Stored data:

Segment Open

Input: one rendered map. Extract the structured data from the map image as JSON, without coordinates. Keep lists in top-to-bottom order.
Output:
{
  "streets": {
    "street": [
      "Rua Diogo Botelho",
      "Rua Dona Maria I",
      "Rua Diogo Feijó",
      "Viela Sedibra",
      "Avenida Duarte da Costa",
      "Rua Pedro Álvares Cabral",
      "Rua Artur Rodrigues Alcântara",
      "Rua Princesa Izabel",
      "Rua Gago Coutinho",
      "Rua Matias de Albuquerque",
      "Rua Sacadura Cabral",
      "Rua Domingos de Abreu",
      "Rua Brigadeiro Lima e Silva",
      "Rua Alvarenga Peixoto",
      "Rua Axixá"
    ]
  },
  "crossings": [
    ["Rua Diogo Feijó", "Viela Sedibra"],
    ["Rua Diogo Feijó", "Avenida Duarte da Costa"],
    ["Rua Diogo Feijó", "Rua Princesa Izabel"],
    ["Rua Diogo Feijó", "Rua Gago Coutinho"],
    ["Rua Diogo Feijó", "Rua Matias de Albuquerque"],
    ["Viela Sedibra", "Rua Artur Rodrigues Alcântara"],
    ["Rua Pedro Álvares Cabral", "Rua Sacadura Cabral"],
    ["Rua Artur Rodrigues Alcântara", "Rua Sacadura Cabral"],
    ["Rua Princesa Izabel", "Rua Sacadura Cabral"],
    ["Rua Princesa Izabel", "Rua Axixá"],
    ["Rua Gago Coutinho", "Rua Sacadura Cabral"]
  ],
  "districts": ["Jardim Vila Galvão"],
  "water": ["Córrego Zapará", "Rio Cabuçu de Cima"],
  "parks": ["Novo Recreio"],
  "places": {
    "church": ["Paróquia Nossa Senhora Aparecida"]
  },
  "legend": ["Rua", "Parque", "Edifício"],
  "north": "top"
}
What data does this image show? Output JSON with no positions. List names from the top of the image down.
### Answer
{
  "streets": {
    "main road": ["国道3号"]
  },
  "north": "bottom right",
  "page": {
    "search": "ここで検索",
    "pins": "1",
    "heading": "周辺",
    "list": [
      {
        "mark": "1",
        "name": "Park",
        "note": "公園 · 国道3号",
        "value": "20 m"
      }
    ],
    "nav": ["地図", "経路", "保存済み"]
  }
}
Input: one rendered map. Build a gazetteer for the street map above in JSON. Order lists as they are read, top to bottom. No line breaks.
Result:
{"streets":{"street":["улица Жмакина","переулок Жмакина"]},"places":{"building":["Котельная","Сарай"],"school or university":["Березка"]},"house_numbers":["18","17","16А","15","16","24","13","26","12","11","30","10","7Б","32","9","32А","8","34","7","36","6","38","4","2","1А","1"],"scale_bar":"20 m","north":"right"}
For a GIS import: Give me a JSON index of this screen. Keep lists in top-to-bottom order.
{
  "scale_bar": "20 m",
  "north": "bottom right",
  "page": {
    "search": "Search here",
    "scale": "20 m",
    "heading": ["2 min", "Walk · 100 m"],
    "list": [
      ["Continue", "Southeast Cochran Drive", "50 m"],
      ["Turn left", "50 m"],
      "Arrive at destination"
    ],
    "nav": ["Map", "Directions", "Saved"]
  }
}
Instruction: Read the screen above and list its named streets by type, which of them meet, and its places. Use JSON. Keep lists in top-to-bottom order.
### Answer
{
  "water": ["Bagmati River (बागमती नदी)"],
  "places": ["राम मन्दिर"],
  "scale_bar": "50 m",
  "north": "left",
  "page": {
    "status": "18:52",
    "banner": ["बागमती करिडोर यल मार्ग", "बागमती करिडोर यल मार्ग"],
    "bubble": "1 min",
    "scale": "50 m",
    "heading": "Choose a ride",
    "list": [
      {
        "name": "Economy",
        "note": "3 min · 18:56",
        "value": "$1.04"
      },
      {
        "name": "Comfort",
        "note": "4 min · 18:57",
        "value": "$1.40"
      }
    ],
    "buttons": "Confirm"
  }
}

Segment Closed

ASSIGNED TASK:
Please reproduce each line above exactly as written.

ANSWER FOR THIS EXERCISE:
Input: one rendered map. Extract the structured data from the map image as JSON, without coordinates. Keep lists in top-to-bottom order.
Output:
{
  "streets": {
    "street": [
      "Rua Diogo Botelho",
      "Rua Dona Maria I",
      "Rua Diogo Feijó",
      "Viela Sedibra",
      "Avenida Duarte da Costa",
      "Rua Pedro Álvares Cabral",
      "Rua Artur Rodrigues Alcântara",
      "Rua Princesa Izabel",
      "Rua Gago Coutinho",
      "Rua Matias de Albuquerque",
      "Rua Sacadura Cabral",
      "Rua Domingos de Abreu",
      "Rua Brigadeiro Lima e Silva",
      "Rua Alvarenga Peixoto",
      "Rua Axixá"
    ]
  },
  "crossings": [
    ["Rua Diogo Feijó", "Viela Sedibra"],
    ["Rua Diogo Feijó", "Avenida Duarte da Costa"],
    ["Rua Diogo Feijó", "Rua Princesa Izabel"],
    ["Rua Diogo Feijó", "Rua Gago Coutinho"],
    ["Rua Diogo Feijó", "Rua Matias de Albuquerque"],
    ["Viela Sedibra", "Rua Artur Rodrigues Alcântara"],
    ["Rua Pedro Álvares Cabral", "Rua Sacadura Cabral"],
    ["Rua Artur Rodrigues Alcântara", "Rua Sacadura Cabral"],
    ["Rua Princesa Izabel", "Rua Sacadura Cabral"],
    ["Rua Princesa Izabel", "Rua Axixá"],
    ["Rua Gago Coutinho", "Rua Sacadura Cabral"]
  ],
  "districts": ["Jardim Vila Galvão"],
  "water": ["Córrego Zapará", "Rio Cabuçu de Cima"],
  "parks": ["Novo Recreio"],
  "places": {
    "church": ["Paróquia Nossa Senhora Aparecida"]
  },
  "legend": ["Rua", "Parque", "Edifício"],
  "north": "top"
}
What data does this image show? Output JSON with no positions. List names from the top of the image down.
### Answer
{
  "streets": {
    "main road": ["国道3号"]
  },
  "north": "bottom right",
  "page": {
    "search": "ここで検索",
    "pins": "1",
    "heading": "周辺",
    "list": [
      {
        "mark": "1",
        "name": "Park",
        "note": "公園 · 国道3号",
        "value": "20 m"
      }
    ],
    "nav": ["地図", "経路", "保存済み"]
  }
}
Input: one rendered map. Build a gazetteer for the street map above in JSON. Order lists as they are read, top to bottom. No line breaks.
Result:
{"streets":{"street":["улица Жмакина","переулок Жмакина"]},"places":{"building":["Котельная","Сарай"],"school or university":["Березка"]},"house_numbers":["18","17","16А","15","16","24","13","26","12","11","30","10","7Б","32","9","32А","8","34","7","36","6","38","4","2","1А","1"],"scale_bar":"20 m","north":"right"}
For a GIS import: Give me a JSON index of this screen. Keep lists in top-to-bottom order.
{
  "scale_bar": "20 m",
  "north": "bottom right",
  "page": {
    "search": "Search here",
    "scale": "20 m",
    "heading": ["2 min", "Walk · 100 m"],
    "list": [
      ["Continue", "Southeast Cochran Drive", "50 m"],
      ["Turn left", "50 m"],
      "Arrive at destination"
    ],
    "nav": ["Map", "Directions", "Saved"]
  }
}
Instruction: Read the screen above and list its named streets by type, which of them meet, and its places. Use JSON. Keep lists in top-to-bottom order.
### Answer
{
  "water": ["Bagmati River (बागमती नदी)"],
  "places": ["राम मन्दिर"],
  "scale_bar": "50 m",
  "north": "left",
  "page": {
    "status": "18:52",
    "banner": ["बागमती करिडोर यल मार्ग", "बागमती करिडोर यल मार्ग"],
    "bubble": "1 min",
    "scale": "50 m",
    "heading": "Choose a ride",
    "list": [
      {
        "name": "Economy",
        "note": "3 min · 18:56",
        "value": "$1.04"
      },
      {
        "name": "Comfort",
        "note": "4 min · 18:57",
        "value": "$1.40"
      }
    ],
    "buttons": "Confirm"
  }
}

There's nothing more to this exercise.